Over the last decade, genomics has become an increasingly important part of cancer care. In some tumor types, such as lung cancer and melanoma, genetic profiling for actionable mutations has become standard clinical practice.1,2 The development of novel targeted molecular therapies together with the increased availability of next-generation genomic sequencing has led to an interest in genomic profiling in routine cancer care.3–6 However, the complexity of next generation sequencing has prevented many laboratories from implementing it on a large scale. Recently, studies have shown that this approach is feasible in large study populations.7–9
In an expert interview, conducted at the European Society for Medical Oncology (ESMO) 2018 Congress, which was held in Munich, Germany, from October 19–23, 2018, Ricardo Alvarez discusses mutational landscape of metastatic cancers discovered from prospective clinical sequencing at a community practice cancer program, and the findings from the data he presented at ESMO 2018.9
Q. What proportion of cancer patients in your institution are receiving drugs matched to mutations in their tumors?
Approximately 39% of all of our patients undergo a next-generation genomic sequencing text. Of these, around one-quarter to one-third are treated with genetic biomarker-directed treatment. This is a substantial proportion considering that this is a new approach of precision medicine.
Q. Could you tell us a little about the data you are presenting from community practices?
These data were collected over 5 years and comprised a total of approximately 8,000 samples from 7,600 patients with advanced cancer.9 DNA alterations were identified in 94% of tumor samples, and of these, 47% were considered clinically relevant. The personalized medicine programs helped the physician to assign patients to individual targeted therapy. This is an important study; all patients assigned to molecular targeted therapy responded better and the personalized medicine program helped the physician to identify clinical trials.
Q. Which tumors are most amenable to this approach?
The majority of patients amenable to personalized therapy with next-generation genomic sequencing are those with breast cancer, lung cancer, colorectal cancer, gynecological cancers and non-primary cancers. For patients with these tumors, we have found actionable mutations in 28–30% of cases. These can be treated effectively with targeted therapies and represent some of the most common cancers.
Q. What are the limitations of this approach?
The first limitation is the cost: not all patients are able to participate in these studies and have access to genomic sequencing. In addition, access to clinical trials is not available for all these mutations therefore we often treat off-label. Obtaining drugs for off-label treatment is an important barrier.

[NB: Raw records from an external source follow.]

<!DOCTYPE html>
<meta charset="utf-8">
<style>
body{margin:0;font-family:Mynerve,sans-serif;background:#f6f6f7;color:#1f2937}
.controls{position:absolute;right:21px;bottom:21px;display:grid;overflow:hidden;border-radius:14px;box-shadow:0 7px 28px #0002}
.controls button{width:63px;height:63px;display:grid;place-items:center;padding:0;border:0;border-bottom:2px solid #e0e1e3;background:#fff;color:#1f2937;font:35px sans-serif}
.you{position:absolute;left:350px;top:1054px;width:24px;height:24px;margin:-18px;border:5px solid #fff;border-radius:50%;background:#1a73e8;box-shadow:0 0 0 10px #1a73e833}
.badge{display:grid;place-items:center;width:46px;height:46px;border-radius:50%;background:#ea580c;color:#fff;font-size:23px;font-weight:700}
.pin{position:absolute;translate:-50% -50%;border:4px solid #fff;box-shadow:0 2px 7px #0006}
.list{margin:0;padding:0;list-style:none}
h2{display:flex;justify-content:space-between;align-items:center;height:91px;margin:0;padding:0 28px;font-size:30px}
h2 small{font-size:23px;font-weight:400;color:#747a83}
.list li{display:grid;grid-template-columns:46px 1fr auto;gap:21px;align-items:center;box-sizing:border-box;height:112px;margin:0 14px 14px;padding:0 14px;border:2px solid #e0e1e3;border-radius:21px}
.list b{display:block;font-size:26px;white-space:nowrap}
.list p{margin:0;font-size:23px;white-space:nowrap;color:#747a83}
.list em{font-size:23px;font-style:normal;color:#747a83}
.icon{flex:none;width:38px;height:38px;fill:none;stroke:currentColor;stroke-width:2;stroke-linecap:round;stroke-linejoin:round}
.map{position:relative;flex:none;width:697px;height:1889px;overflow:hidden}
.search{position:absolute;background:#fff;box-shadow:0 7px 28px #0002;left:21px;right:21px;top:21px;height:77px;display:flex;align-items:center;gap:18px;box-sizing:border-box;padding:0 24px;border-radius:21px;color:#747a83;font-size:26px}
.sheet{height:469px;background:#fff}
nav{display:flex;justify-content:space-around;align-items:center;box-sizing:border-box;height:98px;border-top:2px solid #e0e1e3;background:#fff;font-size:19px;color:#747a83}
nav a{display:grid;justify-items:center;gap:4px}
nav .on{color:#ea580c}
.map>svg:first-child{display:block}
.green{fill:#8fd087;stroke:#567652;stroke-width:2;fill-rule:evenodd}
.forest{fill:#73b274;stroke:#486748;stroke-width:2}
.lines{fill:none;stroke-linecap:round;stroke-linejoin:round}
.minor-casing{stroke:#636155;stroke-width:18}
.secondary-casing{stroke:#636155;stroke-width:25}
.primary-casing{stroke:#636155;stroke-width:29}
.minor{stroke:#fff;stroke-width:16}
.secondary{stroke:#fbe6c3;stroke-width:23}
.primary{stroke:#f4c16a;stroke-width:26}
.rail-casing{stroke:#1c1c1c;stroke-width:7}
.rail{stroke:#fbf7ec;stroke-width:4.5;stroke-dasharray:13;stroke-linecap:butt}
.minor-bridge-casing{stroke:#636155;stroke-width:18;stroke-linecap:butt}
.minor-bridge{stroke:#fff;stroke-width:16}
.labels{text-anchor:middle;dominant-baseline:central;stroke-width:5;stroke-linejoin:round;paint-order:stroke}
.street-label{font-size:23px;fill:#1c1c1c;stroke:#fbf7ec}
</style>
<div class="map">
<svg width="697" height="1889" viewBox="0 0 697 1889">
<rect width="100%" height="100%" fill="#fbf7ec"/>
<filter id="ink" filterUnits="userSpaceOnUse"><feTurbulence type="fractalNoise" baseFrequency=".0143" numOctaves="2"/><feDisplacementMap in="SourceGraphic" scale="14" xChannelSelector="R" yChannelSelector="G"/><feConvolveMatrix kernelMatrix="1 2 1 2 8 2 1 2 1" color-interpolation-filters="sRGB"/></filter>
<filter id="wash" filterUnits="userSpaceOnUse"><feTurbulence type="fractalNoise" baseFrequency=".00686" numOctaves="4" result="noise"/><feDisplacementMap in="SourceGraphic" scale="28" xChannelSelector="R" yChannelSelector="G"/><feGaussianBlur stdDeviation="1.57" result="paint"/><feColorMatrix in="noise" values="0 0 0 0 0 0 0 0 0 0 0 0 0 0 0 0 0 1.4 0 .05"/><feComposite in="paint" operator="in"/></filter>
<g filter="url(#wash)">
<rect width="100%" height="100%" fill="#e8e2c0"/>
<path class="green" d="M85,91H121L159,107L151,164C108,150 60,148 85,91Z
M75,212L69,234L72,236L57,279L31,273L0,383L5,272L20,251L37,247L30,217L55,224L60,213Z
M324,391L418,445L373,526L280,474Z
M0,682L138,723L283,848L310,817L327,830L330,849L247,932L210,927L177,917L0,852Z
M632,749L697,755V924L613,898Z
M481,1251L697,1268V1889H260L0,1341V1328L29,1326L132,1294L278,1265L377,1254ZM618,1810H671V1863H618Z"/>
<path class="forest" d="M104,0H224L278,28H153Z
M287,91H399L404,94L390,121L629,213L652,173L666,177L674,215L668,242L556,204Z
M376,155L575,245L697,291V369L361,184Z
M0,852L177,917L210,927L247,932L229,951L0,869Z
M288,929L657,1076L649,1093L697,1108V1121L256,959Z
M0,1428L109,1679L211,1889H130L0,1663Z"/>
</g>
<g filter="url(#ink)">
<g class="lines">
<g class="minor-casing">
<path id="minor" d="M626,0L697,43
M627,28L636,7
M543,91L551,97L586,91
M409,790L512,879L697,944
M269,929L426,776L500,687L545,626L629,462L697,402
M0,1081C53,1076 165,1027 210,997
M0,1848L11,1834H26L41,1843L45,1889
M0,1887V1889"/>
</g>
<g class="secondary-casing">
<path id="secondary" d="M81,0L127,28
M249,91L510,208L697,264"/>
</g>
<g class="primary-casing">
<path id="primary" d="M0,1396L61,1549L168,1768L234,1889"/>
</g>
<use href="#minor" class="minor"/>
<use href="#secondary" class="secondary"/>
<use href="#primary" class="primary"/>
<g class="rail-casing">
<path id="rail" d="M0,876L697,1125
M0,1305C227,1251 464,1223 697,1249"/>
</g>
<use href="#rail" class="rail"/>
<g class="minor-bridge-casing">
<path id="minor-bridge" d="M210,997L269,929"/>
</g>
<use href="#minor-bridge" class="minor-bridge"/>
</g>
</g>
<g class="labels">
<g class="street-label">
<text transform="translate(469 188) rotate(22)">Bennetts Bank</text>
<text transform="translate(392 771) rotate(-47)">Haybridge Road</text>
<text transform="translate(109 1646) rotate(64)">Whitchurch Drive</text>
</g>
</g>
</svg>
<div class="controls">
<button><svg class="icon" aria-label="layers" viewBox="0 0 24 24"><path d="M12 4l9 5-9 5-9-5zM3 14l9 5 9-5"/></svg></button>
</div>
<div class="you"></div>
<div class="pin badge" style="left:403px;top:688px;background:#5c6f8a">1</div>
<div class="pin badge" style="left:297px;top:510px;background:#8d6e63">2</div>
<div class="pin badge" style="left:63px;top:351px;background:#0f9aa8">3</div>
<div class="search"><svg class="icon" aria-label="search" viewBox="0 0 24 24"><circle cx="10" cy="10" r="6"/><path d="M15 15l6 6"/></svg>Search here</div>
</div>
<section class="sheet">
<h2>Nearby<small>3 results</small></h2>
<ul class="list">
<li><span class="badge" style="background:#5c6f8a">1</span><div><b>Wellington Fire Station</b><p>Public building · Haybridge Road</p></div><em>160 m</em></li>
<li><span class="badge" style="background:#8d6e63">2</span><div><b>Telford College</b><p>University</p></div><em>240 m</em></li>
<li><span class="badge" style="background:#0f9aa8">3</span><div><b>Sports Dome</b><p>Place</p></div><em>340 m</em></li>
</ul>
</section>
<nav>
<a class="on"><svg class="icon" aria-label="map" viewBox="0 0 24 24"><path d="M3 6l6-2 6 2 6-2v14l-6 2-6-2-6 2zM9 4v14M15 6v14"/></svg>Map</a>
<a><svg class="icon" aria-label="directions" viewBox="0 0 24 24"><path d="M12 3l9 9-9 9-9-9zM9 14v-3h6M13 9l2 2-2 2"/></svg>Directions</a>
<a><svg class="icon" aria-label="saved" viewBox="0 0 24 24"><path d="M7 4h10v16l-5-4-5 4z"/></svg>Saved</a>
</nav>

Q. By how much do you expect the proportion of cancer patients receiving matched treatment to rise in the coming years?
It is hard to predict but most large institutes in the US have next-generation sequencing platforms, which they can offer to selected patients. The increasing frequency of matching treatment over time and the availability of immunotherapy and matching with programmed death ligand 1 (PD-L1) status and tumor mutational burden may further increase this population. It is important to remember that, a few years ago, precision medicine was only used in the research setting and now it is available in routine clinical care, and we are seeing increasing numbers of patients taking part. A lot of studies are showing that this approach is highly selective for increased response rates and progression-free survival.